Your task =>
Only the lines holding the string "inline" are needed; copy each of them from the data.

Stored data entries
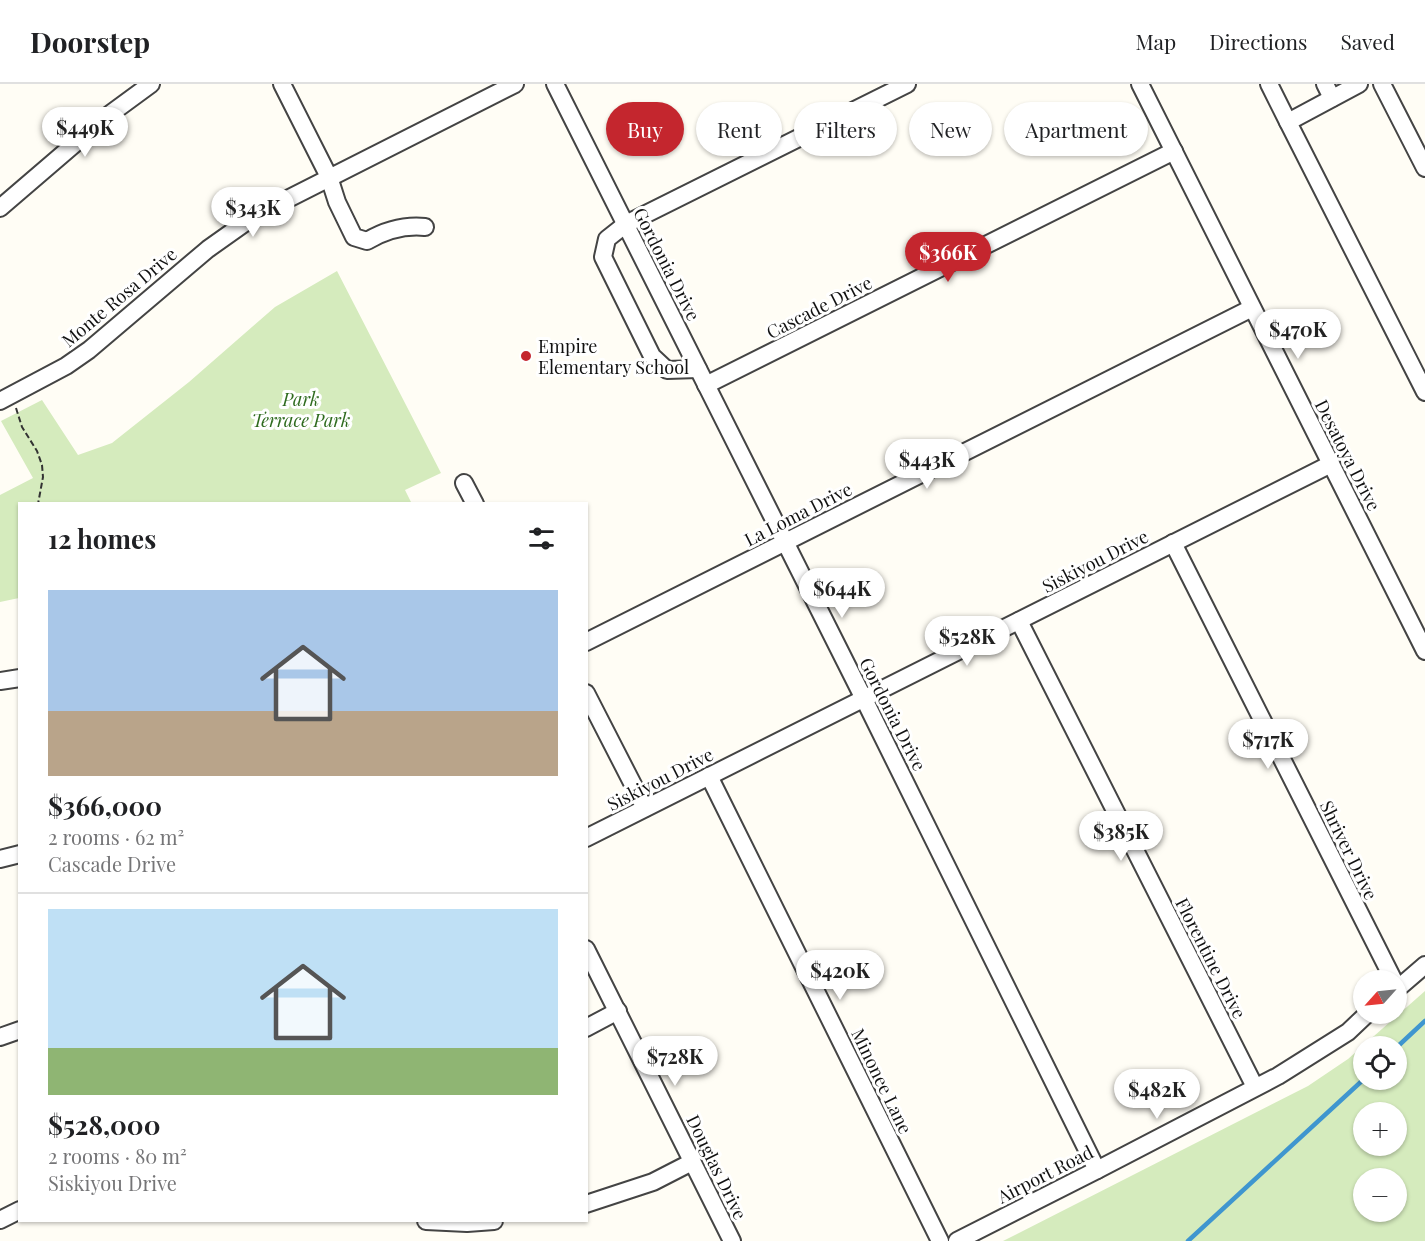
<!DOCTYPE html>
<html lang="en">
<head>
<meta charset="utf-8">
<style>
	body { margin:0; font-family:"Playfair Display",serif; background:#f2f2f2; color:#202124; height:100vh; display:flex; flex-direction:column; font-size:22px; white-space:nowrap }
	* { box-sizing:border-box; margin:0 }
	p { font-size:20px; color:#757577 }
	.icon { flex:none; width:33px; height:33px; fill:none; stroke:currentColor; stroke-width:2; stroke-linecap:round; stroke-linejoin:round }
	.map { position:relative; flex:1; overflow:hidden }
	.sheet { position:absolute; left:18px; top:418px; width:570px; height:720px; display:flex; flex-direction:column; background:#fff; border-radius:0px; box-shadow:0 2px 4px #0004 }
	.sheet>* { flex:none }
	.hud { position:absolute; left:606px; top:18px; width:570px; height:54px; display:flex; gap:12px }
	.needle { width:39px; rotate:243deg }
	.buttons { position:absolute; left:1353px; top:886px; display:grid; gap:12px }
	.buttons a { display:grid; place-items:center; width:54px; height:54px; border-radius:50%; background:#fff; box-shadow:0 2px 4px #0004; font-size:30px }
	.price { position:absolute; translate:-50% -51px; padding:0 14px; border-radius:21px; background:#fff; color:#222; font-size:20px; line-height:39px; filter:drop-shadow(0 2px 3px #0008) }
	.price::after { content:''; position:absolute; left:50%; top:36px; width:18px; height:14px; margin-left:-9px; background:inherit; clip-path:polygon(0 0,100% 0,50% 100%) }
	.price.current { background:#c4262e; color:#fff }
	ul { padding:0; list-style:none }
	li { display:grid; align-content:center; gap:12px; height:318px; padding:0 30px }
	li+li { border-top:2px solid #e0e0e0 }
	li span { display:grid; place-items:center; height:186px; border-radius:0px; color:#555 }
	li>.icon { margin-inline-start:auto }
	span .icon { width:108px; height:108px; fill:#fffc; stroke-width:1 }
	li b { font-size:26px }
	h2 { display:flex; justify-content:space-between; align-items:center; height:72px; padding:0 30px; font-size:26px }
	.chip { padding:0 21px; border-radius:27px; background:#fff; box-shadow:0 2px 4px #0004; font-size:21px; line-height:54px }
	.chip.current { background:#c4262e; color:#fff }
	header { display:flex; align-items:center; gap:36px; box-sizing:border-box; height:84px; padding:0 30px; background:#fff; border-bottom:2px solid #e0e0e0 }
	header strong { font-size:28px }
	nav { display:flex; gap:33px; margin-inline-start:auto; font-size:21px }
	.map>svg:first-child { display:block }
</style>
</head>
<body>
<header>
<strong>Doorstep</strong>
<nav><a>Map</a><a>Directions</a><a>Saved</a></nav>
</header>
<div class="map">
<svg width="1425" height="1157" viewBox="0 0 1425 1157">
	<rect width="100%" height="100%" fill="#fffdf5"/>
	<g fill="#d5ebbd" fill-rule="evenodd">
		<polygon points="337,187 441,389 405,406 412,420 20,420 19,514 0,518 0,411 33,394 1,337 42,316 78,371 112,359 189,298 275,223"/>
		<path d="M 1425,907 L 1425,1157 L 1003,1157 L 1308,1002 L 1348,975 ZM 1364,963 L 1396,963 L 1396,996 L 1364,996 ZM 1364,1029 L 1396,1029 L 1396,1062 L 1364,1062 ZM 1364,1095 L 1396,1095 L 1396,1128 L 1364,1128 Z"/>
	</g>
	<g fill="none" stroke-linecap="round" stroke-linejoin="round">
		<g stroke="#3f96cf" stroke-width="4.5">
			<polyline points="1396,964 1425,937"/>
			<polyline points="1188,1157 1364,995"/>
		</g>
		<g stroke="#444" stroke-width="20">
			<g id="minor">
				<path d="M 282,0 L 329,93 L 337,118 L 354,153 L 367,157 C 384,147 405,141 425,143"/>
				<polyline points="555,0 864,615 1097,1086"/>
				<polyline points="1140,0 1425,567"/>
				<polyline points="1269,0 1288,38"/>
				<polyline points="1325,0 1332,14"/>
				<polyline points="1359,0 1288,38 1425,308"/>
				<polyline points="1382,0 1425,84"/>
				<polyline points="0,124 106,33 151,0"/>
				<polyline points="698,285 667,286 652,272 603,173 607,155 626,140 907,0"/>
				<polyline points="706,301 1174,67"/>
				<polyline points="0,317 66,282 89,266 208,165 256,131 515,0"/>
				<polyline points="464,399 475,420"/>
				<polyline points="1173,459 1394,897"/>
				<polyline points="1019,537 1255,1003"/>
				<polyline points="586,558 1252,224"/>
				<polyline points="0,597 20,594"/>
				<polyline points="586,609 645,724"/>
				<polyline points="709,692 940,1157"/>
				<polyline points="586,754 1331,380"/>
				<polyline points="0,775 20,770"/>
				<polyline points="586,865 732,1157"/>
				<polyline points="1396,906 1425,881"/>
				<polyline points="586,944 618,927"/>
				<polyline points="0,953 20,946"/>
				<polyline points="586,1120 653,1098 692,1078"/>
				<polyline points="0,1136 20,1126"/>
				<polyline points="426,1137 467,1139 494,1137"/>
				<polyline points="957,1157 1097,1086 1278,992 1348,948 1367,930"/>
			</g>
		</g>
		<polyline stroke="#333" stroke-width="2" stroke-dasharray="6 3" stroke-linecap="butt" points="16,324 22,343 37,367 42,381 43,393 38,420"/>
		<use href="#minor" stroke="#fff" stroke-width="16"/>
	</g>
	<circle fill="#c4262e" stroke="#fff" stroke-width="2" cx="526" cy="272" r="6"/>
	<g text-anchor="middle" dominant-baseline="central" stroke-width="6" stroke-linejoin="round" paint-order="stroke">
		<g font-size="18" fill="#111" stroke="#fff">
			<text transform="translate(667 180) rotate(63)">Gordonia Drive</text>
			<text transform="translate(119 213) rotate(-40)">Monte Rosa Drive</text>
			<text transform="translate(819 223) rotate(-27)">Cascade Drive</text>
			<text transform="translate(1348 371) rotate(63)">Desatoya Drive</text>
			<text transform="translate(798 430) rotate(-27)">La Loma Drive</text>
			<text transform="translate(1095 477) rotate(-27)">Siskiyou Drive</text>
			<text transform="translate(893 630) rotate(63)">Gordonia Drive</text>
			<text transform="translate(660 695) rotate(-27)">Siskiyou Drive</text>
			<text transform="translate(1349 766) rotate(64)">Shriver Drive</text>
			<text transform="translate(1211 874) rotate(63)">Florentine Drive</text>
			<text transform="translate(882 997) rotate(64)">Minonee Lane</text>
			<text transform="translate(717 1083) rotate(64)">Douglas Drive</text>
			<text transform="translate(1045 1090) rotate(-27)">Airport Road</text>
		</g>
		<g font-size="18" fill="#111" stroke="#fff" text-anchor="start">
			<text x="538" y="262">Empire<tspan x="538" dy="21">Elementary School</tspan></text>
		</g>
		<g font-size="18" font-style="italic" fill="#2f6b1f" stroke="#fff">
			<text x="301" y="315">Park<tspan x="301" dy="21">Terrace Park</tspan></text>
		</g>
	</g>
</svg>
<div class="buttons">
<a><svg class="needle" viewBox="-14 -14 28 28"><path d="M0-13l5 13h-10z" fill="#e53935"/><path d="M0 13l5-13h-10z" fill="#757577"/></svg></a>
<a><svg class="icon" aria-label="locate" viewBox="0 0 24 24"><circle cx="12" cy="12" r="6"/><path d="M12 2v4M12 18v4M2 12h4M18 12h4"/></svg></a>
<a>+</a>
<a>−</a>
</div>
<b class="price" style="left:85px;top:74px">$449K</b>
<b class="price" style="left:253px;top:154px">$343K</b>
<b class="price current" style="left:948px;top:199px">$366K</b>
<b class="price" style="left:1298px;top:276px">$470K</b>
<b class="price" style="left:927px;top:406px">$443K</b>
<b class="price" style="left:842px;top:535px">$644K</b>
<b class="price" style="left:967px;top:583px">$528K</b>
<b class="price" style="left:1268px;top:686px">$717K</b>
<b class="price" style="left:1121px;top:778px">$385K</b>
<b class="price" style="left:840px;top:917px">$420K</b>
<b class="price" style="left:675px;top:1003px">$728K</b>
<b class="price" style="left:1157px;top:1036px">$482K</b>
<div class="hud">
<a class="chip current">Buy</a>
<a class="chip">Rent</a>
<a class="chip">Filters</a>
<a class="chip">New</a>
<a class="chip">Apartment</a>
</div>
<section class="sheet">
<h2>12 homes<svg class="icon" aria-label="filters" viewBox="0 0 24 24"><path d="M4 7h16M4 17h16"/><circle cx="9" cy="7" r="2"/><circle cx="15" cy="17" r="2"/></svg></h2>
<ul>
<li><span style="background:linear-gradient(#a9c7e8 65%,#b9a48a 0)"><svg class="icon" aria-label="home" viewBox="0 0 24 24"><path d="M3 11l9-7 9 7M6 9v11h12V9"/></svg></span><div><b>$366,000</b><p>2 rooms · 62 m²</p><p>Cascade Drive</p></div></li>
<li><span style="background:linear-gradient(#bfe0f5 75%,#8fb573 0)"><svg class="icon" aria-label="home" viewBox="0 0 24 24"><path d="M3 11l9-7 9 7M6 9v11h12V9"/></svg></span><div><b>$528,000</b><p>2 rooms · 80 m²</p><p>Siskiyou Drive</p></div></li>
</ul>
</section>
</div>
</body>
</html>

Output of the task =>
	li>.icon { margin-inline-start:auto }
	nav { display:flex; gap:33px; margin-inline-start:auto; font-size:21px }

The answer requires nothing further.